The synagogue then relocated one final time – to its present day home on the corner of 28th and Webster (not far from the old Summit Medical Center that is now Alta Bates). The new temple, which was dedicated in September of 1914, is still easily identified by the following passage from Isaiah, which was inscribed over the temple’s front entrance:

My House shall be a House of Prayer for All Peoples.

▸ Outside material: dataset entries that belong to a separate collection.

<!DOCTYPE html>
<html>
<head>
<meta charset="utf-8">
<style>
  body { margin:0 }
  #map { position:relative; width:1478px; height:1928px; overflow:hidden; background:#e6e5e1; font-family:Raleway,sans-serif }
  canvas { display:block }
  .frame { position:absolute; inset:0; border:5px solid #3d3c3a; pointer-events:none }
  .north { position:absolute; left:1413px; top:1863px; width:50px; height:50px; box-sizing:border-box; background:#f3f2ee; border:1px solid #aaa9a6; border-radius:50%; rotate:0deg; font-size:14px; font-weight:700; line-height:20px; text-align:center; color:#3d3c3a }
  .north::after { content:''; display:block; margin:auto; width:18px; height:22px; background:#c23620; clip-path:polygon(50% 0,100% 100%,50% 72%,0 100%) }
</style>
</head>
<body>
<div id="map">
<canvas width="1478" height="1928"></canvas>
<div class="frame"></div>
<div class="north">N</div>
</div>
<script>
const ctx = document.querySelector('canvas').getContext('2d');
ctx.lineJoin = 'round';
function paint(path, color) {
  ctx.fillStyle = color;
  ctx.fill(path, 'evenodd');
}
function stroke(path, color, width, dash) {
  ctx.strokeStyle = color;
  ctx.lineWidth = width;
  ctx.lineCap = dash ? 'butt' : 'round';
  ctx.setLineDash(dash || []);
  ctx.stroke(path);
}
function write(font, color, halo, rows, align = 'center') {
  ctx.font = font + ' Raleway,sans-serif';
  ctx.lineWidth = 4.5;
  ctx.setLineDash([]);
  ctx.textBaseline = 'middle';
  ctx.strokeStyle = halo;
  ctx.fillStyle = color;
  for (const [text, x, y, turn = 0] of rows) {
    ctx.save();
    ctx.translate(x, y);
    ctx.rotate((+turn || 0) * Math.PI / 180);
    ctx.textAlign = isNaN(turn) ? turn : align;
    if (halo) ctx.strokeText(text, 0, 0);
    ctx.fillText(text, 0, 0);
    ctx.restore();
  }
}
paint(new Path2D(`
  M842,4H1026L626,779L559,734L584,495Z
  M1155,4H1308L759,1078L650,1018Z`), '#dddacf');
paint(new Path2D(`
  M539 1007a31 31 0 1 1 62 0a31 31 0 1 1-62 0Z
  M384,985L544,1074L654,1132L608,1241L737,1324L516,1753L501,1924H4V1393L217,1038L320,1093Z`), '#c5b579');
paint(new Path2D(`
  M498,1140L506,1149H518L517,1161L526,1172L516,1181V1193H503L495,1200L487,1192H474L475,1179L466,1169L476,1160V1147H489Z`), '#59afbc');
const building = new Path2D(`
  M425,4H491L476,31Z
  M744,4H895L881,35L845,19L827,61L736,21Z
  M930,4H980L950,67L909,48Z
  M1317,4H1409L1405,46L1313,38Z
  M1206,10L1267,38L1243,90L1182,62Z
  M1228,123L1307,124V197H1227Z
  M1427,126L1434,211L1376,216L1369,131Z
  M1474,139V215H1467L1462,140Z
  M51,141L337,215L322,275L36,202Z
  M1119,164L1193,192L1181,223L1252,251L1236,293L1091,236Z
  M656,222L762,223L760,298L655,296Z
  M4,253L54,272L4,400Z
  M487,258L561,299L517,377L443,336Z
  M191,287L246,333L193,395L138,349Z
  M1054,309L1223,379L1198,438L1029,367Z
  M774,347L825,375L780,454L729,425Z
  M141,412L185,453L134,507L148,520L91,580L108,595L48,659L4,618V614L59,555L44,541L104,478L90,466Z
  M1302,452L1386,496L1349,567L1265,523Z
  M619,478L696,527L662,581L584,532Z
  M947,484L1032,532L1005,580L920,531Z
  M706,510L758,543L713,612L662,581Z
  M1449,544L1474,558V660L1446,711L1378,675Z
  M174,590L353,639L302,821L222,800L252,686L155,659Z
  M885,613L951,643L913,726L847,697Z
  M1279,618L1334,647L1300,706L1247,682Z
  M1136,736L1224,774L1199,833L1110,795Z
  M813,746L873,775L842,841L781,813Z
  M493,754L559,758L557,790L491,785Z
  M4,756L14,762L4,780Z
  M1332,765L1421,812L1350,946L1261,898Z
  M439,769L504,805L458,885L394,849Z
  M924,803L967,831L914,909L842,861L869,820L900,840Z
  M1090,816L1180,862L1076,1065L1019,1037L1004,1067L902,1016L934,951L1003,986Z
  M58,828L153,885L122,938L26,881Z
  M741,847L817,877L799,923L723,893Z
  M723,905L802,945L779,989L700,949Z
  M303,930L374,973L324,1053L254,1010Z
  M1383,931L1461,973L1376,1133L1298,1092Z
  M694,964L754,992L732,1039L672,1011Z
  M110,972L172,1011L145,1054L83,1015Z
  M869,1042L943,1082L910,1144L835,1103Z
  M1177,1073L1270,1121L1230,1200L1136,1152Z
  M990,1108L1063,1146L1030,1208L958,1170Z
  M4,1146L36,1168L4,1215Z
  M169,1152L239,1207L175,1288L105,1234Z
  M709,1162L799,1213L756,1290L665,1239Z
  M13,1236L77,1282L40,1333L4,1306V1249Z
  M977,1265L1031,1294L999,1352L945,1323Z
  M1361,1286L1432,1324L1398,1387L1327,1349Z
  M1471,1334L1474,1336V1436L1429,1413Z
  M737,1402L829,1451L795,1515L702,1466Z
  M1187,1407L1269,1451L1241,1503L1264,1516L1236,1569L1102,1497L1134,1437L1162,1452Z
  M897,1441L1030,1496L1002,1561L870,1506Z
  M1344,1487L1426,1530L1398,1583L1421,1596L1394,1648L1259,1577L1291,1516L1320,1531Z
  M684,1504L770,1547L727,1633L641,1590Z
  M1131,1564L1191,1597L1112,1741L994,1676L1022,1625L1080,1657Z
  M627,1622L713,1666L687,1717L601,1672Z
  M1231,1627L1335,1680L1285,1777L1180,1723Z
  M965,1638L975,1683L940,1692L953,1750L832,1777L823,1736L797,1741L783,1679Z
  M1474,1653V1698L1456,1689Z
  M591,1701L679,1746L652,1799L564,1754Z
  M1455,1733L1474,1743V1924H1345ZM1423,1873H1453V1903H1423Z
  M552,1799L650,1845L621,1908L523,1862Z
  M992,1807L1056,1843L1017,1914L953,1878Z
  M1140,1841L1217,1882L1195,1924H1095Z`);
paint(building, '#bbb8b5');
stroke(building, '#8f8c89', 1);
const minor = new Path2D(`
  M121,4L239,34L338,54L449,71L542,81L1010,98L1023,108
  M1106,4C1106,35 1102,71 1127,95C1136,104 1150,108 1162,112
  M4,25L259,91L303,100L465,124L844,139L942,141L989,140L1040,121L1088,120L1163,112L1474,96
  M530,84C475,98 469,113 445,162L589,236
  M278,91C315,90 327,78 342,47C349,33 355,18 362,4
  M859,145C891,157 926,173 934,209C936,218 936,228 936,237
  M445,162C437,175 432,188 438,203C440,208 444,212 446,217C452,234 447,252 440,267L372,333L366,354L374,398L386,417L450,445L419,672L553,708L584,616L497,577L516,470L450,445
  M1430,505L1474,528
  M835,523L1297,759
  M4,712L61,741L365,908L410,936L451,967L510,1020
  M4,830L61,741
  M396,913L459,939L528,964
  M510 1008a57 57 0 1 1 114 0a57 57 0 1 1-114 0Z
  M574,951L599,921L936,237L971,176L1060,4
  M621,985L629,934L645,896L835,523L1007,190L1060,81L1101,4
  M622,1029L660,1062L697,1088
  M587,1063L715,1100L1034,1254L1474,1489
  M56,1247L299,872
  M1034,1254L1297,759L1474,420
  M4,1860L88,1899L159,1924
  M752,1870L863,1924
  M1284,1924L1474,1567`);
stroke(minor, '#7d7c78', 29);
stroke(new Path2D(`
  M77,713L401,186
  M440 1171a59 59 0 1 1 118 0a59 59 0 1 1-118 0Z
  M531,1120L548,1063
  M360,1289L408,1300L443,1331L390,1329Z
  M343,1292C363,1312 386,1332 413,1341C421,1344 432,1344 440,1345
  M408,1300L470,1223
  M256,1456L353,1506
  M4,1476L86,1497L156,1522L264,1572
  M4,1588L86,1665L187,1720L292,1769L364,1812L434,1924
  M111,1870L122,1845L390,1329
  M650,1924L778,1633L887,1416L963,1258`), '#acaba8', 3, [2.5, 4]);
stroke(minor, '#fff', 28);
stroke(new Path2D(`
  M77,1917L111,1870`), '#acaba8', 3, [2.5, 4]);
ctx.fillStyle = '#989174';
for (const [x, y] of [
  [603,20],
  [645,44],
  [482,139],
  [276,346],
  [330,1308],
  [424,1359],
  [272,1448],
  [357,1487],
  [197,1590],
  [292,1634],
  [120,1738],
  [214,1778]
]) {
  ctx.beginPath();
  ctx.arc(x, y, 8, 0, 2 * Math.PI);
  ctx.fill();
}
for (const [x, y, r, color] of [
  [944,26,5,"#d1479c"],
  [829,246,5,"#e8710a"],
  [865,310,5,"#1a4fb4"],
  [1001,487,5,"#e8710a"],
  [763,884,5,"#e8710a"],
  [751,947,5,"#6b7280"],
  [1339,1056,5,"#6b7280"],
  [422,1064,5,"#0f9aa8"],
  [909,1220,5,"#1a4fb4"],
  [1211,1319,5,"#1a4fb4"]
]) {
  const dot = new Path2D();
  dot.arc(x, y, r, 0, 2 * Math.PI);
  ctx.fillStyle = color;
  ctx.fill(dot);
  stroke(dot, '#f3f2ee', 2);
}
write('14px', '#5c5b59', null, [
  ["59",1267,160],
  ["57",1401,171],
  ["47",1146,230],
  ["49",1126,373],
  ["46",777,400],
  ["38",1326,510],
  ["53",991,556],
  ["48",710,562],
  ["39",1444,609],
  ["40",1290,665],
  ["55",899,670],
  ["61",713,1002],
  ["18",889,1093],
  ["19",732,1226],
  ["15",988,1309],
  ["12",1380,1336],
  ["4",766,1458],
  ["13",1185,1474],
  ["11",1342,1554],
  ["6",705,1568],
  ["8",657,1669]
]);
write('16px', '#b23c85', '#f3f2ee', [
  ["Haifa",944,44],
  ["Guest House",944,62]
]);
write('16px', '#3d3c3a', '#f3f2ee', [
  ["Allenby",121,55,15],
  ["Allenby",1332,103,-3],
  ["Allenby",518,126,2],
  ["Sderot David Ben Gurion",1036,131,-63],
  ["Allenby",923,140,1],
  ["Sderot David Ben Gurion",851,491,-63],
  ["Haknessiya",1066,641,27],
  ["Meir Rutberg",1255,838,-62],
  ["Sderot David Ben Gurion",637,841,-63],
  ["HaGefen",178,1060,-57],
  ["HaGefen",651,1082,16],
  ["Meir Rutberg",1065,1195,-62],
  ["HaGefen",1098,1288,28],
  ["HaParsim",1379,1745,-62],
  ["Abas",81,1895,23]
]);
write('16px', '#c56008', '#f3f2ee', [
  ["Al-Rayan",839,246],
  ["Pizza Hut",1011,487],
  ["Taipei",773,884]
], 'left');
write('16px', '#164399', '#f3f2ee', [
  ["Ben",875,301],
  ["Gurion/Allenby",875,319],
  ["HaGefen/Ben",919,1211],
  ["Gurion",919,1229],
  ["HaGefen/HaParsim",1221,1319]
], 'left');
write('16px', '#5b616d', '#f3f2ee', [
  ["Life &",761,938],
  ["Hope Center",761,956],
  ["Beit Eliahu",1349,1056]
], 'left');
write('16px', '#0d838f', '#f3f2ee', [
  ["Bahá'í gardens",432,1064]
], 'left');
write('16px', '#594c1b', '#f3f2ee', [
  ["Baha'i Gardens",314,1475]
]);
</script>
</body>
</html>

Although Temple Sinai struggled to fund its operations, and replaced its spiritual leaders several times during the Depression and dark days of World War II, temple members persevered. Led by their new Rabbi, William Stern, they found renewed strength in his messages of anti-Semitism, redoubled their efforts to build bridges of interfaith understanding, and became a force for good in the community once again.

Rabbi Samuel Broude, who took up Stern’s mantle of leadership in the mid-1960s and served until his 1989 retirement, also instilled a similar passion for social justice, inspiring Temple Sinai congregants to join in local Civil Rights marches and protests against the Vietnam War.

Returning the synagogue to more traditional practices, Rabbi Steven Chester increased the use of Hebrew in worship and launched a Jewish preschool in the 1990s. Together, with Cantor Ilene Keys, he also helped build a flourishing music ministry.

That same decade, Temple Sinai congregants played an active role in helping survivors of the 1991 Oakland Hills fire recover from the inferno and rebuild their homes and lives. In 2014, congregants celebrated the 100th birthday of their synagogue’s sanctuary.

Today, Temple Sinai is helmed by two women – Rabbi Jacqueline Mates-Muchin and Cantor Ilene Keys, and its congregation continues to be a welcoming and inclusive force for good. A genuine sanctuary from the world, the atmosphere has been described as peaceful and  soothing – a truly holy place which is making a difference not just for its own members, but through service to the community at large via such programs as:

  • Caring Community (Kehilat Chesed): Arranging for meals and help with transportation for those dealing with major life changes (new baby, surgery, long-term illness, the death of a loved one);
  • Employment Initiative: Bringing together members who have jobs to offer with those who are unemployed – whether they are members of this temple or not;
  • Interfaith Education and Outreach;
  • Literacy; and
  • Social Groups (boomers and empty nesters, LGBT, singles, seniors, youth).

At its outset, to be a Temple Sinai congregant was to be a change maker with a conscience. That sentiment is still true today.